▶ INSTRUCTIONS FOR THE TASK
The result should be every line that contains the word "absolute", taken from the material.

▶ DATA
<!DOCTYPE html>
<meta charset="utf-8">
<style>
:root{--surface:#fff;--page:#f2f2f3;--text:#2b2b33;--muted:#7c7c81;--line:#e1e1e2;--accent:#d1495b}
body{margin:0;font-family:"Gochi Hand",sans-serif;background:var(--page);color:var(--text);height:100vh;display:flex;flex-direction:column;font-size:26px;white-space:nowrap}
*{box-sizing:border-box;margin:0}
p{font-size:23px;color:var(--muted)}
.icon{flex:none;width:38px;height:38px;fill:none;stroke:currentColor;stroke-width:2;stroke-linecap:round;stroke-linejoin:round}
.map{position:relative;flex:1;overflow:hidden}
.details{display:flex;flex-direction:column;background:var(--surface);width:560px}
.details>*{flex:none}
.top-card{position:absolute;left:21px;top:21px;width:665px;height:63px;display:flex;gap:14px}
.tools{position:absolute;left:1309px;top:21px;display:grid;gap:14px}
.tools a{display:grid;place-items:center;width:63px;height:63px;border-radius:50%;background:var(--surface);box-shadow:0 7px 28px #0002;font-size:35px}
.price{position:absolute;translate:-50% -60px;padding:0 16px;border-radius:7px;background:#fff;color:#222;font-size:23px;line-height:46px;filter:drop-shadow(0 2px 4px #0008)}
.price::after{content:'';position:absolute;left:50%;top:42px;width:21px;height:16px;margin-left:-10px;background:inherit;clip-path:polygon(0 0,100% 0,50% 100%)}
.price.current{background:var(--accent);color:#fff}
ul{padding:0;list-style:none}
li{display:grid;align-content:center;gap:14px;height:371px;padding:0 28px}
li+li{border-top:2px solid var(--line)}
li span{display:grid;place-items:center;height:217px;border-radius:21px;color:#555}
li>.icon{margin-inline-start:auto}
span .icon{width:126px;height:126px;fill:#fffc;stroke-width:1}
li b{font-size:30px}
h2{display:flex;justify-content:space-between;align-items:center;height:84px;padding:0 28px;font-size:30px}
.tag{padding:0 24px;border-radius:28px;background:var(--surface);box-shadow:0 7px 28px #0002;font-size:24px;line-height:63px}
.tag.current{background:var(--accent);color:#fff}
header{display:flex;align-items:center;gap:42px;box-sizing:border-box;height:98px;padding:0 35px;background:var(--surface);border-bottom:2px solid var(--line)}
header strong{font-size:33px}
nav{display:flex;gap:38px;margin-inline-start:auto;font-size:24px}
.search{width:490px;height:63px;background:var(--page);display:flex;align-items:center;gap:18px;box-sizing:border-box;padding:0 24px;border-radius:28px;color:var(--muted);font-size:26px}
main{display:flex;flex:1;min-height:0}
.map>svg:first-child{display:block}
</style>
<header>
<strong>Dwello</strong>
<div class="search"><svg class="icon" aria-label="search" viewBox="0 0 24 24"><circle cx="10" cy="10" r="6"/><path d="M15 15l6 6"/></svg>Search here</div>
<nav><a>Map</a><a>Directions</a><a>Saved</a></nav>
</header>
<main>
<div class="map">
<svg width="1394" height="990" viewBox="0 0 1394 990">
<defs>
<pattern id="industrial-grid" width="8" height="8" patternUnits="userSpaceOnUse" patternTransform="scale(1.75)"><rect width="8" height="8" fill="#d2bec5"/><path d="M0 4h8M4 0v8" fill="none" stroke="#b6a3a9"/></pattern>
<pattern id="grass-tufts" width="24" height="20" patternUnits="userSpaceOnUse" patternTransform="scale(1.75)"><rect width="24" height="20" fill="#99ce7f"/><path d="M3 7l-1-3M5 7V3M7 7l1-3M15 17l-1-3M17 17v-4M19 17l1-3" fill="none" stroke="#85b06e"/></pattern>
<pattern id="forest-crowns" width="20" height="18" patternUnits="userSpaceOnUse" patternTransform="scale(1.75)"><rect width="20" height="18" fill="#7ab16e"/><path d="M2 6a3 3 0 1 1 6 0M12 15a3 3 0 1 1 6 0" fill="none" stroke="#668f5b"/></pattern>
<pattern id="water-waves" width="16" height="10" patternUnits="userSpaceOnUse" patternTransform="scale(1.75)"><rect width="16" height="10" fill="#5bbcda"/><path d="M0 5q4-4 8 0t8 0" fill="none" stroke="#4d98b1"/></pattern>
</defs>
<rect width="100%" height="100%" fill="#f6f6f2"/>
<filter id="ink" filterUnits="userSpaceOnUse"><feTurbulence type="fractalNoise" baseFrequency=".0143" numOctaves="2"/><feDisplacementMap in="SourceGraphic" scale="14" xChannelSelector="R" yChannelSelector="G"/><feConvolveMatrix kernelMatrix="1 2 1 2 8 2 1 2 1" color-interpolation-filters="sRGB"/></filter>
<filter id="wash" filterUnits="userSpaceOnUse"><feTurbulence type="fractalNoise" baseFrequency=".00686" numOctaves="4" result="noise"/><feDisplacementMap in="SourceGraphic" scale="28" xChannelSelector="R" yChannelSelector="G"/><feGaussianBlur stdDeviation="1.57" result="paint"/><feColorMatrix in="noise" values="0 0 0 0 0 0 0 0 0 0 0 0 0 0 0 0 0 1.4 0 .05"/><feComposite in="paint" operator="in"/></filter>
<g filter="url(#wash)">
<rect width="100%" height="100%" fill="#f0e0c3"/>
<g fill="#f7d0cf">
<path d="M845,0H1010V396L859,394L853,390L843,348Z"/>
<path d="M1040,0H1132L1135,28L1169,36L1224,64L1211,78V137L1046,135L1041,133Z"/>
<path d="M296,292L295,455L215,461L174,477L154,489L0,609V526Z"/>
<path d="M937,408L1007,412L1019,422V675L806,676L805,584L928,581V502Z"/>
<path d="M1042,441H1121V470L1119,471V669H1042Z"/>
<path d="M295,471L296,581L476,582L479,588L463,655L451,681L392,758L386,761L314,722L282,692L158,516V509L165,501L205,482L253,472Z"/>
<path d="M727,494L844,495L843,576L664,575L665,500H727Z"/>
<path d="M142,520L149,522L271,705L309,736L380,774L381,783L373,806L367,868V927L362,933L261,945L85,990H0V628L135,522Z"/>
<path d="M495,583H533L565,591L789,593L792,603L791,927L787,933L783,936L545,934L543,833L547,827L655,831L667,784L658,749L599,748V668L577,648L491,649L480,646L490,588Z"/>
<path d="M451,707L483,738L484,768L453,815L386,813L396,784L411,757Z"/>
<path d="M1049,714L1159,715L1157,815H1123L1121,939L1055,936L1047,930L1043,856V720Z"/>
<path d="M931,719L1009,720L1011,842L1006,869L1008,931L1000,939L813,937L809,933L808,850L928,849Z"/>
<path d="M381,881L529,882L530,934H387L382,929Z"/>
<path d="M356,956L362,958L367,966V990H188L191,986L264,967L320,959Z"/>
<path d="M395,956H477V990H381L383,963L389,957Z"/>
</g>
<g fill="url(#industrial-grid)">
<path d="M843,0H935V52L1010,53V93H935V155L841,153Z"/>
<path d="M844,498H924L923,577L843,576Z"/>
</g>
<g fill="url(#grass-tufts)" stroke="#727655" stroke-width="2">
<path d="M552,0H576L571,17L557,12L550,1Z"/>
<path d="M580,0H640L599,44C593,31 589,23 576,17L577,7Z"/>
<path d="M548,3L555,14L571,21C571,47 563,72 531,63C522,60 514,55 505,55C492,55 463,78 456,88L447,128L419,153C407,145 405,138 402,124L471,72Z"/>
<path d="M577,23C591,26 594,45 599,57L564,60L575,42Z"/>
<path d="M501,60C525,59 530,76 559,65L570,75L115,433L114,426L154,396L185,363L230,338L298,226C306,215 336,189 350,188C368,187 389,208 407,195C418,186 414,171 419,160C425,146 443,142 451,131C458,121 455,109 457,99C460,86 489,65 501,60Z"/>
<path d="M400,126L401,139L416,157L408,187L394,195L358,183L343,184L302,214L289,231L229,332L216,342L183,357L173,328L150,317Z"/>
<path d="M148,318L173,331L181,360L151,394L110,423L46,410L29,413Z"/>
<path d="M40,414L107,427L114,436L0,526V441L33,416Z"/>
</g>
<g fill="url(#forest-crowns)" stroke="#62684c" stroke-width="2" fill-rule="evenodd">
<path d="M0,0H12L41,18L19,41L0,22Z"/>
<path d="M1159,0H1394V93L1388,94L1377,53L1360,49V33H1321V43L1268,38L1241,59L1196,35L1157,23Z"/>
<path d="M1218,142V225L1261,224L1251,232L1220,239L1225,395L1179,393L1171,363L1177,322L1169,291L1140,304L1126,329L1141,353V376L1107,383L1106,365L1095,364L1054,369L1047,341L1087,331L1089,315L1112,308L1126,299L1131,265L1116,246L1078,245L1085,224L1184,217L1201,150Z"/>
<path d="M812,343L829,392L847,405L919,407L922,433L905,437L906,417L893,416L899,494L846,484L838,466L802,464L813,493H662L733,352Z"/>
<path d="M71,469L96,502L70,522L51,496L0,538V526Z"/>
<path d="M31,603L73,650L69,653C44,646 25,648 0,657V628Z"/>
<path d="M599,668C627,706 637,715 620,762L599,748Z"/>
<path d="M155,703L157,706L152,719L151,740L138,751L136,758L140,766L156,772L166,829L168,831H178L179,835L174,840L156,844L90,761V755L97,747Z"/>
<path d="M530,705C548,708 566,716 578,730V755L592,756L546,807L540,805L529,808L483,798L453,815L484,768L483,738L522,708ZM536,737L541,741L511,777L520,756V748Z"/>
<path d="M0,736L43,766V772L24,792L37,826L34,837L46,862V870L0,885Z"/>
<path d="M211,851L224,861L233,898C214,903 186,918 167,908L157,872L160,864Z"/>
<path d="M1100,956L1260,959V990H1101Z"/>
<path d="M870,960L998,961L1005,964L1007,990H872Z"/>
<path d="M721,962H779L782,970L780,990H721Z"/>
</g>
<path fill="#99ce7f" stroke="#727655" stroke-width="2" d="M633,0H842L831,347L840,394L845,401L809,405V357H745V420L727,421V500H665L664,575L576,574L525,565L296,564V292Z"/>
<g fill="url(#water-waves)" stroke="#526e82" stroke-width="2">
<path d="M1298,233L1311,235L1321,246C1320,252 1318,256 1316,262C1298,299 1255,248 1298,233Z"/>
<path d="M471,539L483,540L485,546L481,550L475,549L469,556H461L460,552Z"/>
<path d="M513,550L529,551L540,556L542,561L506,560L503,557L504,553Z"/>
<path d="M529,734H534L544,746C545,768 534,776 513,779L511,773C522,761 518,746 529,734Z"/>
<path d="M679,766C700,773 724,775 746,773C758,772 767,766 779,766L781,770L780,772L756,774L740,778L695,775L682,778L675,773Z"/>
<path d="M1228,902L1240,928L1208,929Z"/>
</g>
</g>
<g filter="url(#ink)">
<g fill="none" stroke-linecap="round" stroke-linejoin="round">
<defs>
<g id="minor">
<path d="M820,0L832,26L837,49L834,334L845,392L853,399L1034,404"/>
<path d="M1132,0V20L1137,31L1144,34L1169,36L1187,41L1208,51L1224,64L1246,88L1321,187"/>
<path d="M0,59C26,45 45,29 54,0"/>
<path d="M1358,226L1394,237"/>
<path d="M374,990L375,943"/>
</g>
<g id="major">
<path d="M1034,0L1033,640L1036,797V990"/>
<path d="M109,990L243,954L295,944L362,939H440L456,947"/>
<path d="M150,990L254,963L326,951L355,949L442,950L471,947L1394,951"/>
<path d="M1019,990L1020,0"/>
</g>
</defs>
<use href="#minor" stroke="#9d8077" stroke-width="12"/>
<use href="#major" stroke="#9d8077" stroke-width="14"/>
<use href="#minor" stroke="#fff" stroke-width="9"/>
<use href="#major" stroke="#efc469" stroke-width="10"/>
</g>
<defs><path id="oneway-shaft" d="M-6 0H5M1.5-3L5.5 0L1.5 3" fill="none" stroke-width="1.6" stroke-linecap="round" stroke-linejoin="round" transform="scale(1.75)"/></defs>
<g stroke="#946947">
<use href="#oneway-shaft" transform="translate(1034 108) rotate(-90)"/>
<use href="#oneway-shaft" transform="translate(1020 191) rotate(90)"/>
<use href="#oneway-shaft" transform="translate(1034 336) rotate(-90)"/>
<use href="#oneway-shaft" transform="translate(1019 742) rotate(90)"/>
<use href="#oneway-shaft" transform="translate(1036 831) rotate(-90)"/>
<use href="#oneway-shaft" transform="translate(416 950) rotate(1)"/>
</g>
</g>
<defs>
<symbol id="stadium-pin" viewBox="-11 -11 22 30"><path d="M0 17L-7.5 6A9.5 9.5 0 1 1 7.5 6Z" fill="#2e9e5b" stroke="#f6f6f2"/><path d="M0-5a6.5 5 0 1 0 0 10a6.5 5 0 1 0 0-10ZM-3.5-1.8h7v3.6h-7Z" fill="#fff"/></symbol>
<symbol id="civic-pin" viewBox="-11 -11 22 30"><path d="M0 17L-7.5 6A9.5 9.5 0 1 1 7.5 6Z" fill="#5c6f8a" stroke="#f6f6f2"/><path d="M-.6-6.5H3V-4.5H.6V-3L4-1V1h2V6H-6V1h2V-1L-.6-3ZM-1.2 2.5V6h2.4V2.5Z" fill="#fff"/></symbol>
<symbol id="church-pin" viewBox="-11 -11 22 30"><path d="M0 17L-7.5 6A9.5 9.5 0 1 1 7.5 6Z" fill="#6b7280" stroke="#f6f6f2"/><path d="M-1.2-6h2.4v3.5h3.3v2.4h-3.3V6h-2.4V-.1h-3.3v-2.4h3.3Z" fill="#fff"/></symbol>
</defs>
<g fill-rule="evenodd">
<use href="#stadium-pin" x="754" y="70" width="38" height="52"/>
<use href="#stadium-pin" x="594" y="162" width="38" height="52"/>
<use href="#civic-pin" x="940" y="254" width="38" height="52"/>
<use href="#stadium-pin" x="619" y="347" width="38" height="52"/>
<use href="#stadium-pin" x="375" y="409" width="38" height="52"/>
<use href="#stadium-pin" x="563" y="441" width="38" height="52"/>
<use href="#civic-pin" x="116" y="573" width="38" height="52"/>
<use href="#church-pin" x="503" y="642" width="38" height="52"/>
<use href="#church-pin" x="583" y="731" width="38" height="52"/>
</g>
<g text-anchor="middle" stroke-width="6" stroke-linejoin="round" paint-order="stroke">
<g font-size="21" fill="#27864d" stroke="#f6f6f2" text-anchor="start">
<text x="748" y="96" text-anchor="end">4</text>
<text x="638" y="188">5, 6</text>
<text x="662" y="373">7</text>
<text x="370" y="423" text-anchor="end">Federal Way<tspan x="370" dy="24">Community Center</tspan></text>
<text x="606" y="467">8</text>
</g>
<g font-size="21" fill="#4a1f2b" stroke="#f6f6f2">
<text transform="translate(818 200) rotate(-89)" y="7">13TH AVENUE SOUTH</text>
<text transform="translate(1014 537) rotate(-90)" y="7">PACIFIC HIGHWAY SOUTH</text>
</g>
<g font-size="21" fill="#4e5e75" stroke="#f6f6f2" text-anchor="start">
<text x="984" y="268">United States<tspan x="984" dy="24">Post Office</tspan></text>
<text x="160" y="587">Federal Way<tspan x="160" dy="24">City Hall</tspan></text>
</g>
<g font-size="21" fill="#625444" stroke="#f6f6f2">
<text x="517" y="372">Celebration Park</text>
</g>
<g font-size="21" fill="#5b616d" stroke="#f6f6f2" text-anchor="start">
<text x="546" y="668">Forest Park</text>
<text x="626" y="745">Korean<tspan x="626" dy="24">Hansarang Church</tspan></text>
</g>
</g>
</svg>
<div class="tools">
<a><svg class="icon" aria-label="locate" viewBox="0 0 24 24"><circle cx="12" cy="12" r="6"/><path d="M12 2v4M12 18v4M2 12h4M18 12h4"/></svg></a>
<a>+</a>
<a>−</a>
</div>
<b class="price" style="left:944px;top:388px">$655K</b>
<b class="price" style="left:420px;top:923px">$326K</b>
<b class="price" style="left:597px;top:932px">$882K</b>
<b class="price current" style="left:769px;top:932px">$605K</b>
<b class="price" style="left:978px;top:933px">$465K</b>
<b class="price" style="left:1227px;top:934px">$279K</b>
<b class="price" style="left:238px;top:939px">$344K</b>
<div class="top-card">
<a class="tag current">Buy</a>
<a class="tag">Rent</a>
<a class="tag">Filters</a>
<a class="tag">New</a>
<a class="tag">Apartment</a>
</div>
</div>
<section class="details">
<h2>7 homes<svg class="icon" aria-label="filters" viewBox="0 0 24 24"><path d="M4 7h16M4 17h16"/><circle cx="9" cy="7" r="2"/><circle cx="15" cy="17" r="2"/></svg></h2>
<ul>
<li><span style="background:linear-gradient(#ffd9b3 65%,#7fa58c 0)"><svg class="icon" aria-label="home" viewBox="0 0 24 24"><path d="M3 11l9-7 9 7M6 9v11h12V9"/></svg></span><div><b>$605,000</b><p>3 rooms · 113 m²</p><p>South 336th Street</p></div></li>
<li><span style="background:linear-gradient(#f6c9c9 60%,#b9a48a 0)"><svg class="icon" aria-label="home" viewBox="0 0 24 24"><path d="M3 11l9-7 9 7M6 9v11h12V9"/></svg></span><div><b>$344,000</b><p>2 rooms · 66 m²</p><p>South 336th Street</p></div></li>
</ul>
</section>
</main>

▶ ANSWER TO THIS TASK
.top-card{position:absolute;left:21px;top:21px;width:665px;height:63px;display:flex;gap:14px}
.tools{position:absolute;left:1309px;top:21px;display:grid;gap:14px}
.price{position:absolute;translate:-50% -60px;padding:0 16px;border-radius:7px;background:#fff;color:#222;font-size:23px;line-height:46px;filter:drop-shadow(0 2px 4px #0008)}
.price::after{content:'';position:absolute;left:50%;top:42px;width:21px;height:16px;margin-left:-10px;background:inherit;clip-path:polygon(0 0,100% 0,50% 100%)}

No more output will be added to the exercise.